• **Task instructions**:
State how many lines below hold the word "overflow". Give that number and no other text.

• **Stored data**:
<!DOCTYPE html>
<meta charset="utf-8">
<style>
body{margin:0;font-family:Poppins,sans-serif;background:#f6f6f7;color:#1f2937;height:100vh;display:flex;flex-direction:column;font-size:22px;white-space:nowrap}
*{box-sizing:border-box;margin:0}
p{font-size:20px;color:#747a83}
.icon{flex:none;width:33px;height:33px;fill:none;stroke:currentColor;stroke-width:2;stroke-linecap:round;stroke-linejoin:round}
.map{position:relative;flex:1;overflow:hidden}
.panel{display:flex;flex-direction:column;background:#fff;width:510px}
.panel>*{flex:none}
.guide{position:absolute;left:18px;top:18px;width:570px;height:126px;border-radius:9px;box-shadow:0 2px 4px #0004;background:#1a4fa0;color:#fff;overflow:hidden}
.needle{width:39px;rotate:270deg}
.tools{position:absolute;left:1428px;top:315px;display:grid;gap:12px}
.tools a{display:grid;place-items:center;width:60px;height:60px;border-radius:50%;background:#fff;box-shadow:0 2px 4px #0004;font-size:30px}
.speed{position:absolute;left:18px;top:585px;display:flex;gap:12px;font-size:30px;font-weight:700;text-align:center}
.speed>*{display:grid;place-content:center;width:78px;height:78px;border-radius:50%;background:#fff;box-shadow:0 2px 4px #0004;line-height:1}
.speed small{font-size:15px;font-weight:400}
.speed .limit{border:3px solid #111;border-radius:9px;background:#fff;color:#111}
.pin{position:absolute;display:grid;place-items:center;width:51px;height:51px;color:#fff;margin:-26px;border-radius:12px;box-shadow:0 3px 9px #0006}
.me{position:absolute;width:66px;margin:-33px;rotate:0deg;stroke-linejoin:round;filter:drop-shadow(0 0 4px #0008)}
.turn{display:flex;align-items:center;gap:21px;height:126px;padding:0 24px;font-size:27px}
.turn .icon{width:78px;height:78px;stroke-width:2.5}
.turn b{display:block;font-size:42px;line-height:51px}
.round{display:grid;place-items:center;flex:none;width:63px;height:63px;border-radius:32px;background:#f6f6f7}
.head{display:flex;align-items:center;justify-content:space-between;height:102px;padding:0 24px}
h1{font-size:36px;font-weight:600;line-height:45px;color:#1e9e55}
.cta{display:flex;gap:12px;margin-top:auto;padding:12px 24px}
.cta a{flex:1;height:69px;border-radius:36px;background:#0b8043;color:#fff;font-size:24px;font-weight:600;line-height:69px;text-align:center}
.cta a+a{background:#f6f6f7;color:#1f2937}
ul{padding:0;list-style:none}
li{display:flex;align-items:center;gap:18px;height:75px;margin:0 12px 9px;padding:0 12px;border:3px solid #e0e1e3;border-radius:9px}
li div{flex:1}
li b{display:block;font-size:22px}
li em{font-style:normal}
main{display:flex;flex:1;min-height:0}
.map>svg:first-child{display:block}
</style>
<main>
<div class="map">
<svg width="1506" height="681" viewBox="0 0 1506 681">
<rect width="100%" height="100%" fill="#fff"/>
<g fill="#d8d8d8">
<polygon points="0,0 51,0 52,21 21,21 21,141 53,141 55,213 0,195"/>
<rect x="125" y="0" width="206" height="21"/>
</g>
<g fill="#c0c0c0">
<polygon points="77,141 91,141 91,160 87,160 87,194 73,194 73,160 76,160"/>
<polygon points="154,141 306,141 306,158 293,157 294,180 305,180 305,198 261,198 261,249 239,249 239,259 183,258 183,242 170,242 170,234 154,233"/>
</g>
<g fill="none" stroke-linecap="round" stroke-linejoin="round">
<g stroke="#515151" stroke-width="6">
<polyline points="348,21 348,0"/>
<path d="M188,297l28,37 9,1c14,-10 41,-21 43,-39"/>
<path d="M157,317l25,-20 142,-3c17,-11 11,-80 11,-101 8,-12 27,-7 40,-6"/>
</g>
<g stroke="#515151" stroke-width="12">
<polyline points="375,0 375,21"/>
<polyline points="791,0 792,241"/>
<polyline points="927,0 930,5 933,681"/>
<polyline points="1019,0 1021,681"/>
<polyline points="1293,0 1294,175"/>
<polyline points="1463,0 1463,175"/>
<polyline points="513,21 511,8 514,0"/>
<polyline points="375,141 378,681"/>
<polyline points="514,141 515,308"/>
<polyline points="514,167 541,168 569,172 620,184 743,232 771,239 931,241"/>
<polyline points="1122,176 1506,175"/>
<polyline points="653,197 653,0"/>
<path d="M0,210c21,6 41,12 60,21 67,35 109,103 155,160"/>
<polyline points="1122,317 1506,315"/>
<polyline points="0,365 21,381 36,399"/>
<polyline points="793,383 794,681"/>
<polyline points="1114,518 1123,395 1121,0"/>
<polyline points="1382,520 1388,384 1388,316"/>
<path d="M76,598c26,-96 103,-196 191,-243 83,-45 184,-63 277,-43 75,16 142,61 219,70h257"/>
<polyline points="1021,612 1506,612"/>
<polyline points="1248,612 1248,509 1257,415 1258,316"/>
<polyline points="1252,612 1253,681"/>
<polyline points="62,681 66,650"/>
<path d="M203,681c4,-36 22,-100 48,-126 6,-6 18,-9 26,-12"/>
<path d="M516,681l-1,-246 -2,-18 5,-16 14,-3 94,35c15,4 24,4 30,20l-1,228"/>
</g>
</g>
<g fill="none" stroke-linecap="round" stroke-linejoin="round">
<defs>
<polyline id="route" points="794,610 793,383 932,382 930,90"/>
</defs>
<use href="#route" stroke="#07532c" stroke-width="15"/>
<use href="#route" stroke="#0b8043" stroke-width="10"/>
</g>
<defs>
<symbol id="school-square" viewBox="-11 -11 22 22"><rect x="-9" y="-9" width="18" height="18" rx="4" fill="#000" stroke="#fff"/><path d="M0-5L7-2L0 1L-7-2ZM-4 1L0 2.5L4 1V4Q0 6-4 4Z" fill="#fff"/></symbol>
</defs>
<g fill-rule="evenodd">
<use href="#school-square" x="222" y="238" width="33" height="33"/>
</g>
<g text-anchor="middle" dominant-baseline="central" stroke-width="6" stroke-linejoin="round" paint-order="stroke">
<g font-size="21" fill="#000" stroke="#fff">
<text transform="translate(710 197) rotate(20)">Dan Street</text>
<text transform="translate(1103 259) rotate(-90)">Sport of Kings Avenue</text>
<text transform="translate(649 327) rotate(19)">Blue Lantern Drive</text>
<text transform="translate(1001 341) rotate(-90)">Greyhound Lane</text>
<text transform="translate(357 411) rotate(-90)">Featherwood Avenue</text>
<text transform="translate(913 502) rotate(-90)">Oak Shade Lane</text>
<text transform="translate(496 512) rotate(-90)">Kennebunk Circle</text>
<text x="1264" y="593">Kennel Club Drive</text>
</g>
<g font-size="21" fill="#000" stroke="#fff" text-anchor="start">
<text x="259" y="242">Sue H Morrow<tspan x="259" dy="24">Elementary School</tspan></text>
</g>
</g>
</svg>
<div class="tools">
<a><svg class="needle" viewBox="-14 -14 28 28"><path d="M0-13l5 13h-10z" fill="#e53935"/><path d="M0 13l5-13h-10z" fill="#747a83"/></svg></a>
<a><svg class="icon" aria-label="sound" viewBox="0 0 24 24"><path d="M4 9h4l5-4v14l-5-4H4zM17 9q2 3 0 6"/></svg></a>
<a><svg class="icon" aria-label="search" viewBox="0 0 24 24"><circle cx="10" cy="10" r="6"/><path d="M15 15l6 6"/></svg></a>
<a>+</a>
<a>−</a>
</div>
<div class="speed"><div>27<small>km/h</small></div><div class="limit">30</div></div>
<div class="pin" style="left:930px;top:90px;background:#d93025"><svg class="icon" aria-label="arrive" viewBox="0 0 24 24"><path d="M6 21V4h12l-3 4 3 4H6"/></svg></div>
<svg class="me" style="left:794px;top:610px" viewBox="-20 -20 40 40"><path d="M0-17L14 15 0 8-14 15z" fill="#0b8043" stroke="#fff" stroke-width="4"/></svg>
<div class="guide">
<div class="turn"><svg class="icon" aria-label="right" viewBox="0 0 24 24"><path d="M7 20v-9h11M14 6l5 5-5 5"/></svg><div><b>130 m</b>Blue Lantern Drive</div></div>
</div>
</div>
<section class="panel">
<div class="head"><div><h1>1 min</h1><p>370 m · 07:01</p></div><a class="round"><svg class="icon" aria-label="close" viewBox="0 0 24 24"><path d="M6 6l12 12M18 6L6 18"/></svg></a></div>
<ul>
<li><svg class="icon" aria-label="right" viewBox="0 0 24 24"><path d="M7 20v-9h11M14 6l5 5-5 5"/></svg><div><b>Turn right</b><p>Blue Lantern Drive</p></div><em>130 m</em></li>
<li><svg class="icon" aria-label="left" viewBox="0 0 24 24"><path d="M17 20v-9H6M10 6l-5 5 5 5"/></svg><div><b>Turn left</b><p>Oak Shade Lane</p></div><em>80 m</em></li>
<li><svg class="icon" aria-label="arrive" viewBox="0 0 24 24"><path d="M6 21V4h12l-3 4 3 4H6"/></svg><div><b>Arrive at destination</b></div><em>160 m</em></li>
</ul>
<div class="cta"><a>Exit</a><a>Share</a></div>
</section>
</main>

• **Answer for the task**:
2